Pursuant to section 25(1) of the Criminal Code, police officers are immune from criminal liability for force used in the course of their duties provided such force is reasonably necessary in the execution of an act that they are required or authorized to do by law. Based on the information at their disposal from the 911 call and their own observations of the Complainant at the scene, it is evident that the Complainant was subject to lawful arrest for his assaultive and threatening behaviour with a knife.

I am further satisfied that the SO was legally justified in shooting the Complainant. The Complainant was armed with a dangerous weapon capable of inflicting grievous bodily harm or death. He had also demonstrated a propensity to use it prior to the officers’ arrival. The SO and WO #1 confronted the Complainant and gave him an opportunity to surrender peacefully. To no avail, they ordered him to drop the knife. Disengagement was not an option as there were people still in the store whose safety would be placed at risk were the officers to exit the premises. The SO did, however, retreat to the extent he could as the Complainant advanced quickly on him while discharging his shotgun four times at the Complainant. The SO did so, as he explained, fearing for his own life as well as his partner’s. His apprehension, in my view, was reasonable in the circumstances given the distance between him and the Complainant, the knife in the Complainant’s right hand, the confined space in which the incident unfolded, and the Complainant’s determination as he closed in on the SO. While none of the discharges felled the Complainant or were successful in directly disarming him, they did stall the Complainant’s forward progress and get his attention.
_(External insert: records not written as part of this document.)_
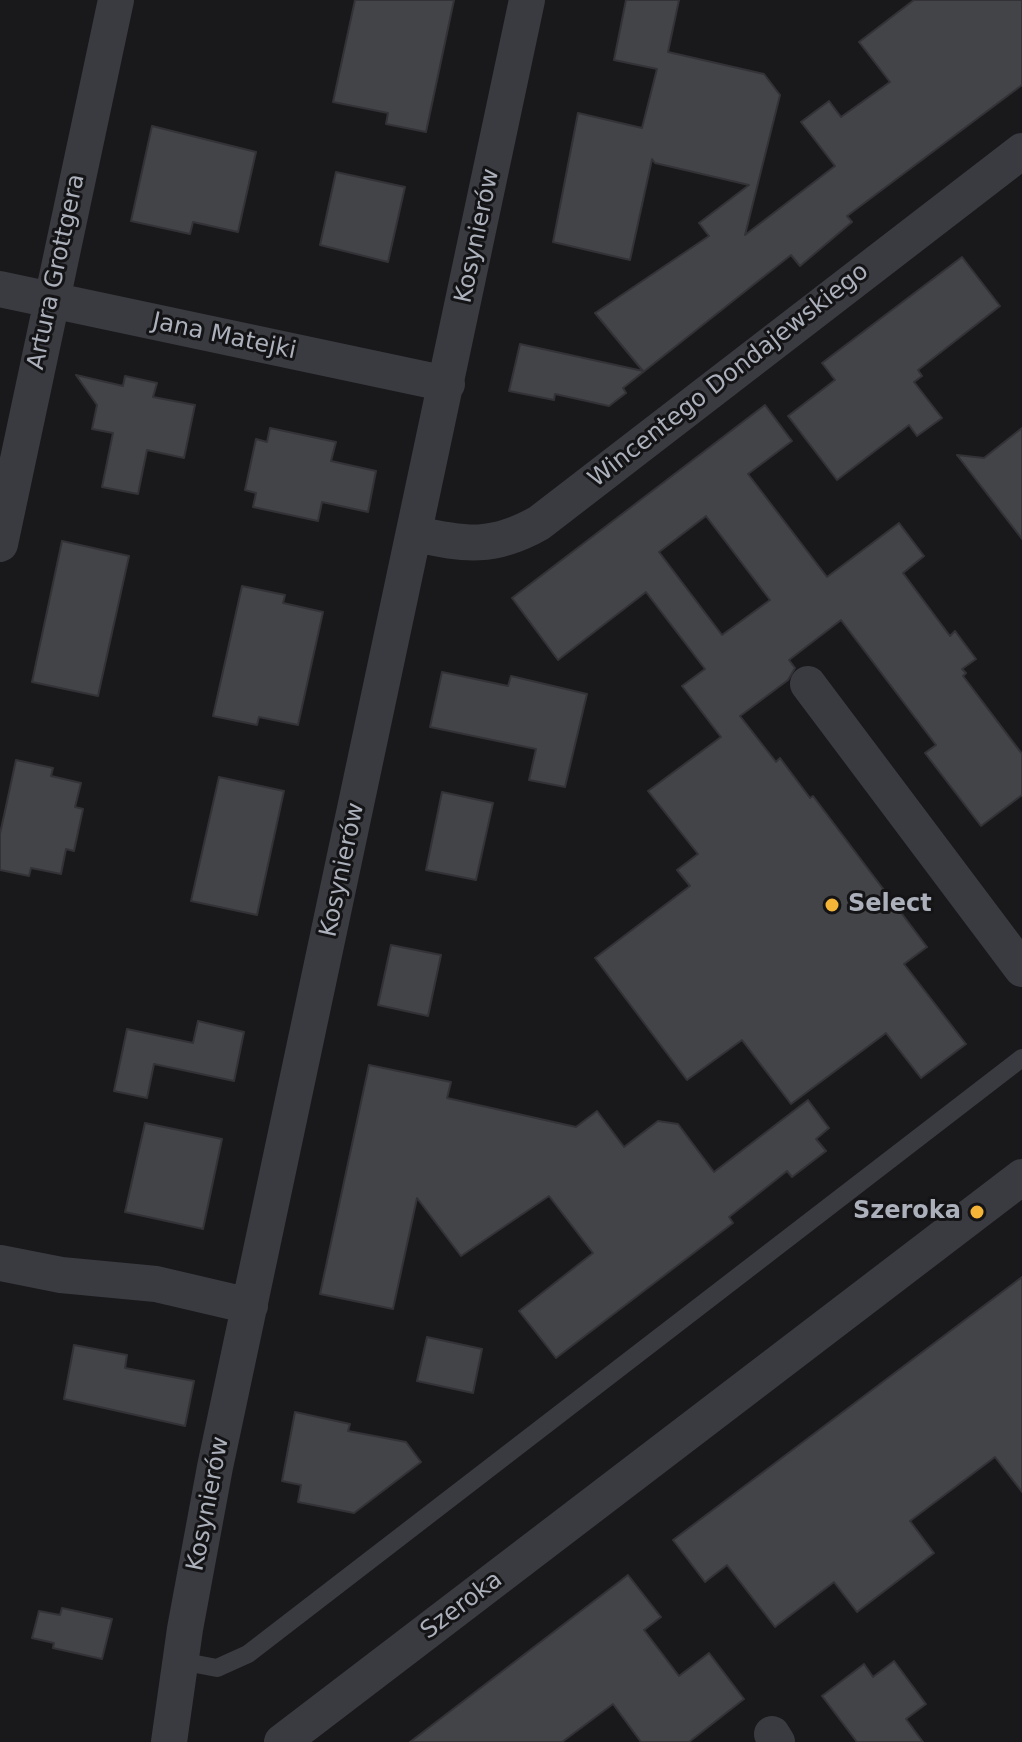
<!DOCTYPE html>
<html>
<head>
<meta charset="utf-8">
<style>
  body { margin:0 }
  canvas { display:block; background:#19191b }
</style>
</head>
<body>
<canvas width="1022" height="1742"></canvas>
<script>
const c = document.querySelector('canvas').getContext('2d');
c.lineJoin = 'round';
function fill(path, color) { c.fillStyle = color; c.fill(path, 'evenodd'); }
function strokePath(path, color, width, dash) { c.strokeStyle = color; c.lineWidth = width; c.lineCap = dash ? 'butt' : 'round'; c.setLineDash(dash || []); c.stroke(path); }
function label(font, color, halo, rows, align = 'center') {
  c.font = font + ' "DejaVu Sans",sans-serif'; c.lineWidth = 6; c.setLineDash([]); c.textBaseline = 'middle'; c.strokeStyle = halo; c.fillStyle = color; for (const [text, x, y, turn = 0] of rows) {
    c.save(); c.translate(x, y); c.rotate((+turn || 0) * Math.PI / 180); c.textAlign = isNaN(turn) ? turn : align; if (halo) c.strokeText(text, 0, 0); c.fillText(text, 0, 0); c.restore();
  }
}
const building = new Path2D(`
  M355,0H454L426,132L386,124L388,113L333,102Z
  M626,0H679L668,52L764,74L780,95L745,235L835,166L801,122L829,101L841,117L890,82L859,42L914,0H1022V85L847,216L852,222L800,266L791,255L623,388L626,393L609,406L555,394L554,400L509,391L520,344L643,371L595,313L709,236L699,223L749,185L655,163L652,159L630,260L553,242L578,113L642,128L657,69L614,60Z
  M152,126L256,152L238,232L193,222L190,234L131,221Z
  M336,172L405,187L388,262L320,245Z
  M962,257L1000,306L918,370L922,376L914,382L942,418L917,436L909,425L837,480L788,416L835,380L822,363Z
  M76,375L123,386L125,376L157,383L153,397L195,405L184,458L147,450L138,494L102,487L113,433L92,429L97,405Z
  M765,405L792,441L748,474L827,577L899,523L924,556L903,573L950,636L955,631L976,659L962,669L966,673L963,676L1022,754V795L981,826L925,753L936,745L841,620L789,660L795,668L788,680L740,716L776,762L780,758L810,798L813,796L927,947L904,964L966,1044L921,1078L886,1033L791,1104L742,1040L687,1080L595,958L690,886L677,870L698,854L648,791L721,737L682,686L705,669L646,592L558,660L512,598ZM706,516L770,600L722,635L659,552Z
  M270,428L336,442L331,461L376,471L368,512L322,502L318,521L253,507L256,493L245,490L256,439L267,442Z
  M1022,428V539L957,455L984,458Z
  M62,541L129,556L98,696L32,682Z
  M242,586L285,595L283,603L323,612L298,725L259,717L257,725L213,716Z
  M442,672L508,686L511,676L587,694L565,787L529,780L536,749L430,727Z
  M16,760L53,768L51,776L81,783L75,807L83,809L74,851L66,849L61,874L31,868L29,876L0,870V834Z
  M219,777L284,791L257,915L191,901Z
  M442,792L493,803L476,880L426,870Z
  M391,945L441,955L428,1016L378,1005Z
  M198,1021L244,1032L234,1081L154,1064L147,1098L114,1091L127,1029L193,1043Z
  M369,1065L451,1082L447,1098L576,1127L597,1111L624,1147L658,1121L678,1124L714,1172L808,1100L829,1128L816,1139L826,1151L792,1177L787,1171L729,1217L733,1223L556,1358L519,1311L593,1253L549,1196L461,1256L417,1198L393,1309L320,1294Z
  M145,1123L222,1139L203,1229L125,1212Z
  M1022,1277V1492L995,1457L910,1521L934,1553L857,1612L834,1582L775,1627L727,1565L705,1582L673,1540Z
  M427,1337L482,1349L473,1393L417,1381Z
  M74,1345L127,1355L125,1368L194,1381L185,1426L64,1399Z
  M295,1412L350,1424L348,1431L406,1442L421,1462L354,1513L298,1502L301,1485L282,1481Z
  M628,1575L661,1617L644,1630L679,1676L709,1653L744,1699L689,1742H641L613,1704L562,1742H410Z
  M62,1608L112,1619L102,1659L53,1648L54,1643L32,1638L39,1611L60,1615Z
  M894,1661L926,1704L906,1719L923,1742H857L822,1696L864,1664L873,1677Z`);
fill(building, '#434448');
strokePath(building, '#333337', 2);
strokePath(new Path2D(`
  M180,1661L217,1668L248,1654L1022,1058`), '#3a3b40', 18);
strokePath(new Path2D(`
  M0,289L447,384
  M416,534C466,545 493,549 539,523L1022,151
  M0,544L116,0
  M808,684L1022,969
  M0,1263L61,1275L156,1284L250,1306
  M772,1734L777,1742
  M169,1742L185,1629L215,1467L527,0
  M282,1742L1022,1177`), '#3a3b40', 36);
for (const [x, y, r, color] of [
  [832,905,8,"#f4b438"],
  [977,1212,8,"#f4b438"]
]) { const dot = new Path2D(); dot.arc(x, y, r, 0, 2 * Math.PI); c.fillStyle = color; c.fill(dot); strokePath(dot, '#141416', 3); }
label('24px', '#abb0bb', '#141416', [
  ["Kosynierów",478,236,-78],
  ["Artura Grottgera",57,272,-78],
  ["Jana Matejki",224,337,12],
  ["Wincentego Dondajewskiego",729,376,-38],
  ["Kosynierów",343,870,-78],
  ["Kosynierów",209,1504,-79],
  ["Szeroka",462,1606,-37]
]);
label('bold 24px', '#abb0bb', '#141416', [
  ["Select",848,905],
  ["Szeroka",961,1212,"right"]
], 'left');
</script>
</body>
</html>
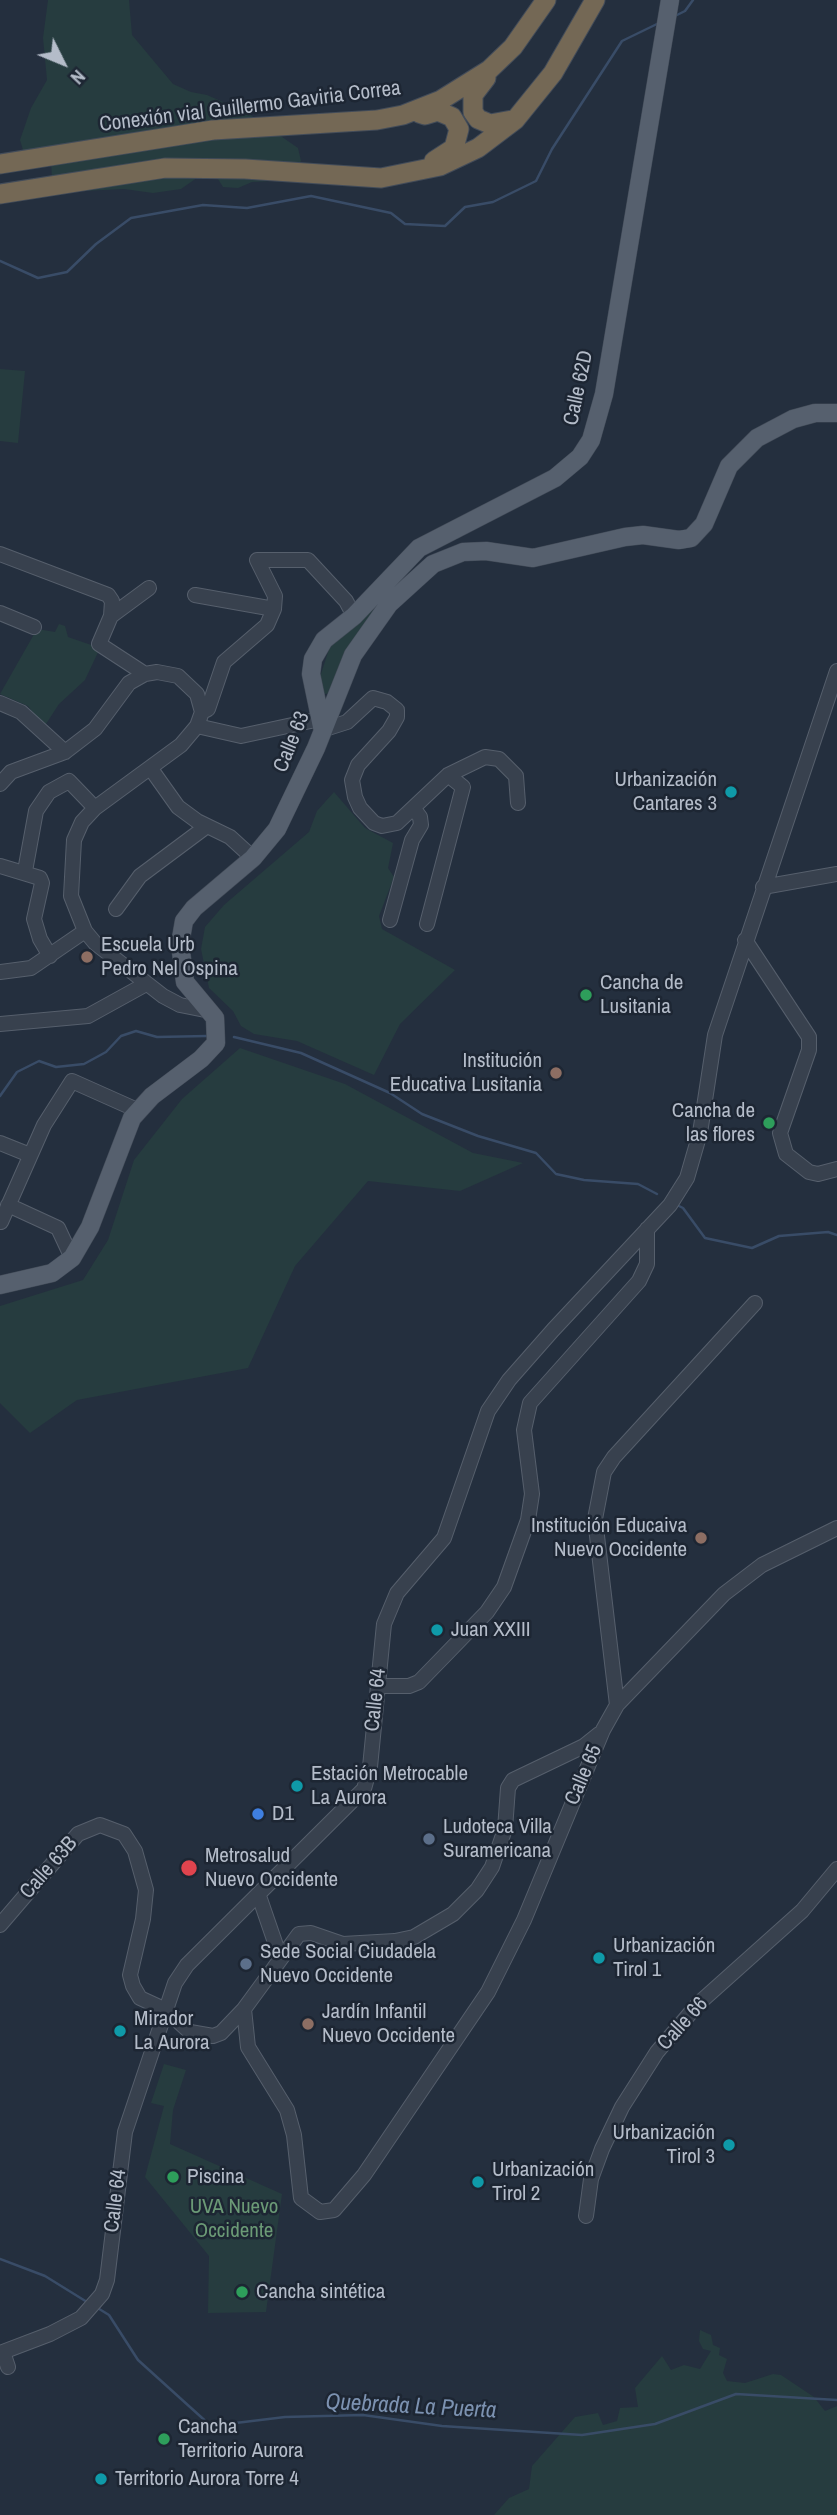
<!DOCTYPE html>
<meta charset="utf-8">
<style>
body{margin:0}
#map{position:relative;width:837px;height:2515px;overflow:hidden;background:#242f3e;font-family:"Archivo Narrow",sans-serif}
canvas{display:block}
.north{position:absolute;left:28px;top:28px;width:70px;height:70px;-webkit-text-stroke:5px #1d2633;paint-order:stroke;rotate:133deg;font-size:19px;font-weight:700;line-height:28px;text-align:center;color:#b4bcc9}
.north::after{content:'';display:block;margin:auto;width:24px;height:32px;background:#b4bcc9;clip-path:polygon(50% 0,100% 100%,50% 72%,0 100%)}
</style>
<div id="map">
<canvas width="837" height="2515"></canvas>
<div class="north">N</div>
</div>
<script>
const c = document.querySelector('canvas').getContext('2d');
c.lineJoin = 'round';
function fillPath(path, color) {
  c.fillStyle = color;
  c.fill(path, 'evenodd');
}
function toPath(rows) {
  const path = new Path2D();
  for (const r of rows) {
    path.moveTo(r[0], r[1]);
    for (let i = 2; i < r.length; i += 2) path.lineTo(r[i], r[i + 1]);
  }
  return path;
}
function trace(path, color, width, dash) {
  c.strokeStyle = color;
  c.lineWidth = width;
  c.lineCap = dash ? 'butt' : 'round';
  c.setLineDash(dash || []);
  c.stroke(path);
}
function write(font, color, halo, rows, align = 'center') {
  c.font = font + ' "Archivo Narrow",sans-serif';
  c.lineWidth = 5;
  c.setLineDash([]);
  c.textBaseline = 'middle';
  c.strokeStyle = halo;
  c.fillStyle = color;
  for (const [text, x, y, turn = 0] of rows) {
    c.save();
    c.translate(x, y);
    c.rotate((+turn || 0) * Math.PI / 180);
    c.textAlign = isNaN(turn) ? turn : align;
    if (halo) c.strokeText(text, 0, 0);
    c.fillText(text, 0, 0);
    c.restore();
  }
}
fillPath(toPath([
 [48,0,129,0,132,35,173,84,191,92,207,95,246,112,298,148,301,161,293,174,273,181,252,182,238,188,223,187,211,168,181,189,153,193,124,189,64,192,52,182,51,158,27,163,20,140,31,108,47,80,43,38],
 [0,369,25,371,18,443,0,441],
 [386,595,329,693,322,695,319,680,331,643],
 [59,624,65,626,68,637,100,648,85,680,59,704,44,727,28,706,0,694,37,629,55,632],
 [334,792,365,828,393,843,388,868,394,877,379,916,382,929,455,970,400,1024,374,1075,297,1041,254,1034,241,1026,233,1011,209,988,201,949,205,927,224,905,309,832,317,811],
 [240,1048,345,1084,473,1153,523,1163,460,1191,368,1181,295,1266,248,1368,77,1400,30,1433,0,1403,0,1306,83,1280,108,1240,134,1160,182,1099],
 [164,2064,186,2070,173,2110,170,2144,282,2194,266,2312,208,2313,209,2256,145,2177,164,2106,151,2103],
 [700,2330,711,2335,713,2345,720,2348,719,2355,727,2359,723,2373,727,2381,745,2383,773,2374,781,2375,814,2397,825,2411,837,2406,837,2515,494,2515,509,2498,529,2489,532,2466,575,2417,598,2413,603,2425,617,2421,620,2408,638,2407,635,2388,662,2356,671,2370,684,2365,700,2369,711,2351,703,2349,699,2341]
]), '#263c3f');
trace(toPath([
 [675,16,685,11,693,0],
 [0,261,38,278,67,272,96,244,131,218,203,205,247,208,311,196,391,213,405,224,445,226,465,207,493,202,536,181,552,149,622,41,659,23],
 [234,1037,301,1053,390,1093,422,1114,478,1136,536,1153,556,1174,584,1180,638,1184,657,1194],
 [0,1096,17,1072,39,1061,56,1067,84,1064,106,1052,121,1036,136,1031,157,1037,207,1036],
 [675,1204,683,1208,705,1238,752,1248,779,1236,828,1232,837,1235],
 [0,2259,45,2276,87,2302],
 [96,2307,109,2315,138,2360,211,2426,285,2417,363,2415,442,2426,582,2435,655,2424,736,2394,837,2400]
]), '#394c67', 2.5);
const minor = toPath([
 [0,554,108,595,112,601,111,616,99,644,145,674],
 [195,595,274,609],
 [0,613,34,627],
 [111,616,149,588],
 [0,703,21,712,65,752],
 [197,726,241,736,320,719],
 [322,730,347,722,373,698,387,702,397,710,397,717,389,731,358,765,352,780,355,797,360,808,374,823,382,826,397,823,448,775,485,757,499,759,516,776,518,803],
 [151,769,178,807,197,821,230,837,253,858],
 [0,784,11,772,65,752,95,729,129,683,145,674,157,672,178,676,197,694,202,712],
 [0,866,40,878,42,883,34,919,40,939,50,956],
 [25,871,36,811,49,792,69,781,95,808],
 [763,887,837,874],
 [116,909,140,876,207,826],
 [390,920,412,840,421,825,420,817,414,809],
 [427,924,463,787,448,775],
 [745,940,809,1037,809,1050,780,1133,786,1154,809,1172,818,1174,837,1169],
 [0,972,31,968,85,931],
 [210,1011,180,1005,163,996,95,943,85,931,71,896,74,840,82,822,95,808,181,745,197,726,202,712,208,709,224,662,267,625,274,609,275,596,257,560,308,560,346,601,354,616],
 [0,1024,88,1016,146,984],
 [0,1143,30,1155],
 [8,1205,58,1228,72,1258],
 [1,1222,44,1125,72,1081,137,1110],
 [378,1686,409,1686,419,1682,487,1612,504,1587,528,1520,532,1494,524,1430,530,1403,639,1281,647,1264,647,1229],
 [617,1705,595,1519,604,1472,614,1457,755,1303],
 [259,1896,280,1957],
 [0,1925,78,1834,100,1825,124,1834,135,1851,146,1890,143,1919,130,1975,133,1986,140,1998,166,2010,190,2032,213,2036,221,2033,244,2009,299,1934,311,1933,343,1944,395,1941,414,1937,453,1914,477,1890,492,1867,505,1829,508,1788,513,1780,584,1746,599,1734],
 [244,2009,248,2047,287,2110,294,2135,301,2198,320,2212,334,2210,364,2175,488,1992,524,1920,603,1730,617,1705,724,1594,762,1565,837,1528],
 [586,2216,591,2179,602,2149,622,2107,657,2052,698,2004,802,1911,837,1869],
 [3,2352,8,2367],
 [0,2353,50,2334,81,2318,102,2294,107,2280,125,2132,175,1983,187,1965,364,1789,370,1767,384,1624,397,1593,444,1538,488,1411,509,1380,553,1330,670,1205,687,1178,700,1133,715,1035,837,671]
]);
const major = toPath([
 [322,727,311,674,313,659,324,640,354,616,419,548,555,478,580,457,591,440,604,394,670,0],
 [0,1285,52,1273,72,1258,90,1227,132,1118,152,1096,201,1059,216,1043,215,1018,185,982,180,944,184,921,194,908,253,858,277,829,316,748,353,655,389,604,433,564,463,552,486,551,533,558,625,537,643,535,679,540,691,538,704,524,729,466,757,438,793,419,815,413,837,413]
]);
const highway = toPath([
 [486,78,473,95,473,112,478,119,490,124,512,120],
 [419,113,425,115,438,111,452,117,459,129,454,148,434,161],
 [0,164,213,130,377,120,403,115,441,100,489,70,513,47,546,0],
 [0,194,165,168,245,169,381,178,440,166,478,148,515,120,553,73,595,0]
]);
trace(minor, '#565f6c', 16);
trace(major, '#414a57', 19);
trace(highway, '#434c59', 21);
trace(minor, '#38414e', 14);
trace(major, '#56606e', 18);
trace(highway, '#746855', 19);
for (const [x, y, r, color] of [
 [731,792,7,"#0f9aa8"],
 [87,957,7,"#8d6e63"],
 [586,995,7,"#2e9e5b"],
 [556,1073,7,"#8d6e63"],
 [769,1123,7,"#2e9e5b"],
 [701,1538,7,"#8d6e63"],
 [437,1630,7,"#0f9aa8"],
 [297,1786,7,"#0f9aa8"],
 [258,1814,7,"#3f7fe0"],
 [429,1839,7,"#5c6f8a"],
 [189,1868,9,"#e0444e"],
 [599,1958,7,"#0f9aa8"],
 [246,1964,7,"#5c6f8a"],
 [308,2024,7,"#8d6e63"],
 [120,2031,7,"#0f9aa8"],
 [729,2145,7,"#0f9aa8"],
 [173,2177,7,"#2e9e5b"],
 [478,2182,7,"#0f9aa8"],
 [242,2292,7,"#2e9e5b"],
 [164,2439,7,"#2e9e5b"],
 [101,2479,7,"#0f9aa8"]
]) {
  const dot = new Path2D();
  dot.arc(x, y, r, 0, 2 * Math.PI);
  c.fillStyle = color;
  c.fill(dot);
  trace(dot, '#1d2633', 2.5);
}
write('21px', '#b4bcc9', '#1d2633', [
 ["Conexión vial Guillermo Gaviria Correa",250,107,-7],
 ["Calle 62D",579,388,-78],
 ["Calle 63",292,742,-68],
 ["Calle 64",376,1700,-84],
 ["Calle 65",584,1775,-67],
 ["Calle 63B",49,1868,-49],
 ["Calle 66",683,2024,-48],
 ["Calle 64",116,2201,-83]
]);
write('21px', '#b4bcc9', '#1d2633', [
 ["Urbanización",717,780,"right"],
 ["Cantares 3",717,804,"right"],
 ["Escuela Urb",101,945],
 ["Pedro Nel Ospina",101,969],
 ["Cancha de",600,983],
 ["Lusitania",600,1007],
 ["Institución",542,1061,"right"],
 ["Educativa Lusitania",542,1085,"right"],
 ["Cancha de",755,1111,"right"],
 ["las flores",755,1135,"right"],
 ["Institución Educaiva",687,1526,"right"],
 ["Nuevo Occidente",687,1550,"right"],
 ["Juan XXIII",451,1630],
 ["Estación Metrocable",311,1774],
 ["La Aurora",311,1798],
 ["D1",272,1814],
 ["Ludoteca Villa",443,1827],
 ["Suramericana",443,1851],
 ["Metrosalud",205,1856],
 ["Nuevo Occidente",205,1880],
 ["Urbanización",613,1946],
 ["Tirol 1",613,1970],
 ["Sede Social Ciudadela",260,1952],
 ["Nuevo Occidente",260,1976],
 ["Jardín Infantil",322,2012],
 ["Nuevo Occidente",322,2036],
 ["Mirador",134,2019],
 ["La Aurora",134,2043],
 ["Urbanización",715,2133,"right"],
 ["Tirol 3",715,2157,"right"],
 ["Urbanización",492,2170],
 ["Tirol 2",492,2194],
 ["Piscina",187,2177],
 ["Cancha sintética",256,2292],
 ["Cancha",178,2427],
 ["Territorio Aurora",178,2451],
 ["Territorio Aurora Torre 4",115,2479]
], 'left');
write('21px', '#6b9a76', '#1d2633', [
 ["UVA Nuevo",234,2207],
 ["Occidente",234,2231]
]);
write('italic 23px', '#7c92b1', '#1d2633', [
 ["Quebrada La Puerta",411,2407,3]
]);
</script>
Moments later, the Complainant tossed away the knife and took to the floor at the officers’ requests.

In conclusion, I am unable to reasonably conclude on the foregoing record that the force used by the SO transgressed the limits prescribed by the criminal law. Confronted with a real and imminent risk to life and limb, the officer, in my view, reasonably believed that shooting the Complainant was necessary to meet that risk and effect the Complainant’s arrest. Consequently, there are no grounds for proceeding with charges against the SO and the file is closed.

Date: November 4, 2019

Original signed by

Joseph Martino
Interim Director
Special Investigations Unit


The signed English original report is authoritative, and any discrepancy between that report and the French and English online versions should be resolved in favour of the original English report.